Institutional investors generally will not seek to sell these instruments to the
general public, but instead will often depend either on an efficient
institutional market in which such unregistered securities can be readily resold
or on an issuer's ability to honor a demand for repayment. Therefore, the fact
that there are contractual or legal restrictions on resale to the general public
or certain institutions is not dispositive of the liquidity of such investments.

          To facilitate the increased size and liquidity of the institutional
markets for unregistered securities, the Securities and Exchange Commission
adopted Rule 144A under the 1933 Act. Rule 144A establishes a "safe harbor" from
the registration requirements of the 1933 Act for resales of certain securities
to qualified institutional buyers. Section 4(2) paper that is issued by a
company that files reports under the Securities Exchange Act of 1934, as
amended, generally is eligible to be sold in reliance on the safe harbor of Rule
144A. Pursuant to Rule 144A, the institutional restricted securities markets may
provide both readily ascertainable values for restricted securities and the
ability to liquidate an investment in order to satisfy share redemption orders
on a timely basis. Where a substantial market of qualified institutional buyers
has developed for certain restricted securities purchased by the Fund pursuant
to Rule 144A under the Securities Act of 1933, as amended, the Fund intends to
treat such securities as liquid securities in accordance with procedures
approved by the Fund's Board. Because it is not possible to predict with
assurance how the market for specific restricted securities sold pursuant to
Rule 144A will develop, the Fund's Board has directed the Adviser to monitor
carefully each Portfolio's investments in such securities with particular regard
to trading activity, availability of reliable price information and other
relevant information. To the extent that, for a period of time, qualified
institutional buyers cease purchasing restricted securities pursuant to Rule
144A, a Portfolio's investing in such securities may have the effect of
increasing the level of illiquidity in its investment portfolio during such
period.

          FORWARD COMMITMENTS. (All Portfolios) Securities purchased on a
forward commitment or when-issued basis are subject to changes in value
(generally changing in the same way, i.e., appreciating when interest rates
decline and depreciating when interest rates rise) based upon the public's
perception of the creditworthiness of the issuer and changes, real or
anticipated, in the level of interest rates. Securities purchased on a forward
commitment or when-issued basis may expose the Portfolio to risks because they
may experience such fluctuations prior to their actual delivery. Purchasing
securities on a when-issued basis can involve the additional risk that the yield
available in the market when the delivery takes place actually may be higher
than that obtained in the transaction itself. Purchasing securities on a forward
commitment or when-issued basis when the Portfolio is fully or almost fully
invested may result in greater potential fluctuation in the value of the
Portfolio's net assets and its net asset value per share.

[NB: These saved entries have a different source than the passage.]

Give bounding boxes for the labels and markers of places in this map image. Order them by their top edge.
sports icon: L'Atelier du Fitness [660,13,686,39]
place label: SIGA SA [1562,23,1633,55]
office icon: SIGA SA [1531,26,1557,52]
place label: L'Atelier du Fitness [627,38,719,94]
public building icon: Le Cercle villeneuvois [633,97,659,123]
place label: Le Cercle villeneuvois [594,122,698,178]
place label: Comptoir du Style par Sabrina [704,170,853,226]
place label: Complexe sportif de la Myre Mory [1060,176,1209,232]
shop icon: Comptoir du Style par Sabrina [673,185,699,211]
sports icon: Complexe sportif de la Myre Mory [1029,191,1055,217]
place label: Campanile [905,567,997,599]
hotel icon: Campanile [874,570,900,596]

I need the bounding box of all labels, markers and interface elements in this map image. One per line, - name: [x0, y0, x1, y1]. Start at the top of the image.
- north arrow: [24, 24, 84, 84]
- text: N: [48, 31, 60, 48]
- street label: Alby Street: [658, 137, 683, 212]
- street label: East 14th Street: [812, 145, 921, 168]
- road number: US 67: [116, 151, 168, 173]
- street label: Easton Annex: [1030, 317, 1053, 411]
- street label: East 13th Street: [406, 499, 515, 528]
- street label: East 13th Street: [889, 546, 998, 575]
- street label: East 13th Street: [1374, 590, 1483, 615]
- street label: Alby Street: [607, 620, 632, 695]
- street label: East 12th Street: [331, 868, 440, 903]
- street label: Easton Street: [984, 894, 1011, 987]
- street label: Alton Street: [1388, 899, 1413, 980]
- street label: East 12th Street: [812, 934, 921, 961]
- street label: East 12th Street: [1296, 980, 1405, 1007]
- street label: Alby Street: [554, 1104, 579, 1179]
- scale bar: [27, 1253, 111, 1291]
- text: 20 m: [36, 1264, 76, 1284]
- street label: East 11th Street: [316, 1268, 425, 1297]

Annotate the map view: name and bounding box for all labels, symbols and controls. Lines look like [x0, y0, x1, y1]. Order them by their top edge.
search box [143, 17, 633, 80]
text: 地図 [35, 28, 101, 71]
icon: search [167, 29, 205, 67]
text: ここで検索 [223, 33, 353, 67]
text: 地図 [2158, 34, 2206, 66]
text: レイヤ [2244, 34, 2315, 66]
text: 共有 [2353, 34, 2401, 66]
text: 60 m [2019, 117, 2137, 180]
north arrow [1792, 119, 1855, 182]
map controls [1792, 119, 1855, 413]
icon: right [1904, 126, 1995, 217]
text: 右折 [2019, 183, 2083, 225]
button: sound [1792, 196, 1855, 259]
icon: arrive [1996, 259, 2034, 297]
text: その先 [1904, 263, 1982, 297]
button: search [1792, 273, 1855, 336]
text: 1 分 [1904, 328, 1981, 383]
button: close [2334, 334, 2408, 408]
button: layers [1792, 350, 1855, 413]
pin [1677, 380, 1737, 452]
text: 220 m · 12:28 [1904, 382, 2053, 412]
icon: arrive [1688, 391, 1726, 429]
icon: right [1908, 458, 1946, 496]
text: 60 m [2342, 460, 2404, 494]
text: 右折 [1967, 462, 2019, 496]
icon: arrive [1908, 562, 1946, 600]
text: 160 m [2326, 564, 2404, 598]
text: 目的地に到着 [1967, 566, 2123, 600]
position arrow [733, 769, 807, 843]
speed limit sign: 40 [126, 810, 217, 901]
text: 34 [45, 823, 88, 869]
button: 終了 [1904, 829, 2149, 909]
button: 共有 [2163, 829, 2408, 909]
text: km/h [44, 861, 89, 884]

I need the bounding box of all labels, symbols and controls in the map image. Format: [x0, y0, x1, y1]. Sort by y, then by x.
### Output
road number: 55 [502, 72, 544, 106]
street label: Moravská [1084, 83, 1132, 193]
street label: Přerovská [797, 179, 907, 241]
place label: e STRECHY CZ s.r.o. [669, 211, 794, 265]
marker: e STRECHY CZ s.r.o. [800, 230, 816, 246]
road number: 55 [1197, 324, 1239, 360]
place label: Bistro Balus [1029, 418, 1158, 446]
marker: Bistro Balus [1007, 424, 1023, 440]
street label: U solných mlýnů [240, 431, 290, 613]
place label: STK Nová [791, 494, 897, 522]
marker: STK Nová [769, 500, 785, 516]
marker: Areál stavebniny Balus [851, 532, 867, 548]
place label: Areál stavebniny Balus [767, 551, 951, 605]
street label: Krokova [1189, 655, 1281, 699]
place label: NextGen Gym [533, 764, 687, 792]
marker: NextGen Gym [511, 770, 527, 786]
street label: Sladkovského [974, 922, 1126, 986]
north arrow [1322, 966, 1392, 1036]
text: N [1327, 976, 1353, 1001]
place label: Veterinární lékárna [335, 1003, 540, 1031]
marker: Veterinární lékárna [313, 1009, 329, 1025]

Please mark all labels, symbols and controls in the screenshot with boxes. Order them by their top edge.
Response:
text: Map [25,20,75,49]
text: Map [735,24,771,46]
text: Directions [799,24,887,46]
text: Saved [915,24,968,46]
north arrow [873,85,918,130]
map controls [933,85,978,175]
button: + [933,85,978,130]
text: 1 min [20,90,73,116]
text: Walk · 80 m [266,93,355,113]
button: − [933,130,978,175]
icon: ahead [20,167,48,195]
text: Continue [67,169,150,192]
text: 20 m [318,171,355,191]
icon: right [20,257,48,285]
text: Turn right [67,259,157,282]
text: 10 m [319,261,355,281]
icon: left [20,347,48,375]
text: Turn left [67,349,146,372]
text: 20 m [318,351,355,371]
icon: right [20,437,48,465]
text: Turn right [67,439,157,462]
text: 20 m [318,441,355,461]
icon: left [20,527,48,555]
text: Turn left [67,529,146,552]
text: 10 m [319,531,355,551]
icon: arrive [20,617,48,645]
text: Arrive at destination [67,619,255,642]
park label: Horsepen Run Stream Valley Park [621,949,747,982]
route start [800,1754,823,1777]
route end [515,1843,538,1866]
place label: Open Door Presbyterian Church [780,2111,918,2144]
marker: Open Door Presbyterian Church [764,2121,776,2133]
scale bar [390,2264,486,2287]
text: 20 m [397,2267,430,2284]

          MORTGAGE-RELATED SECURITIES. (Government Income Portfolio)
Mortgage-related securities are a form of Derivative collateralized by pools of
commercial or residential mortgages. Pools of mortgage loans are assembled as
securities for sale to investors by various governmental, government-related and
private organizations. These securities may include complex instruments such as
collateralized mortgage obligations and stripped mortgage-backed securities,
mortgage pass-through securities, interests in REMICs or other kinds of
mortgage-backed securities, including those with fixed, floating and variable
interest rates, those with interest rates that change based on multiples of
changes in a specified index of interest rates and those with interest rates
that change inversely to changes in interest rates.

GOVERNMENT AGENCY SECURITIES--Mortgage-related securities issued by the
Government National Mortgage Association ("GNMA") include GNMA Mortgage
Pass-Through Certificates (also known as "Ginnie Maes") which are guaranteed as
to the timely payment of principal and interest by GNMA and such guarantee is
backed by the full faith and credit of the United States. GNMA is a wholly-owned
U.S. Government corporation within the department of Housing and Urban
Development. GNMA certificates also are supported by the authority of GNMA to
borrow funds from the U.S. Treasury to make payments under its guarantee.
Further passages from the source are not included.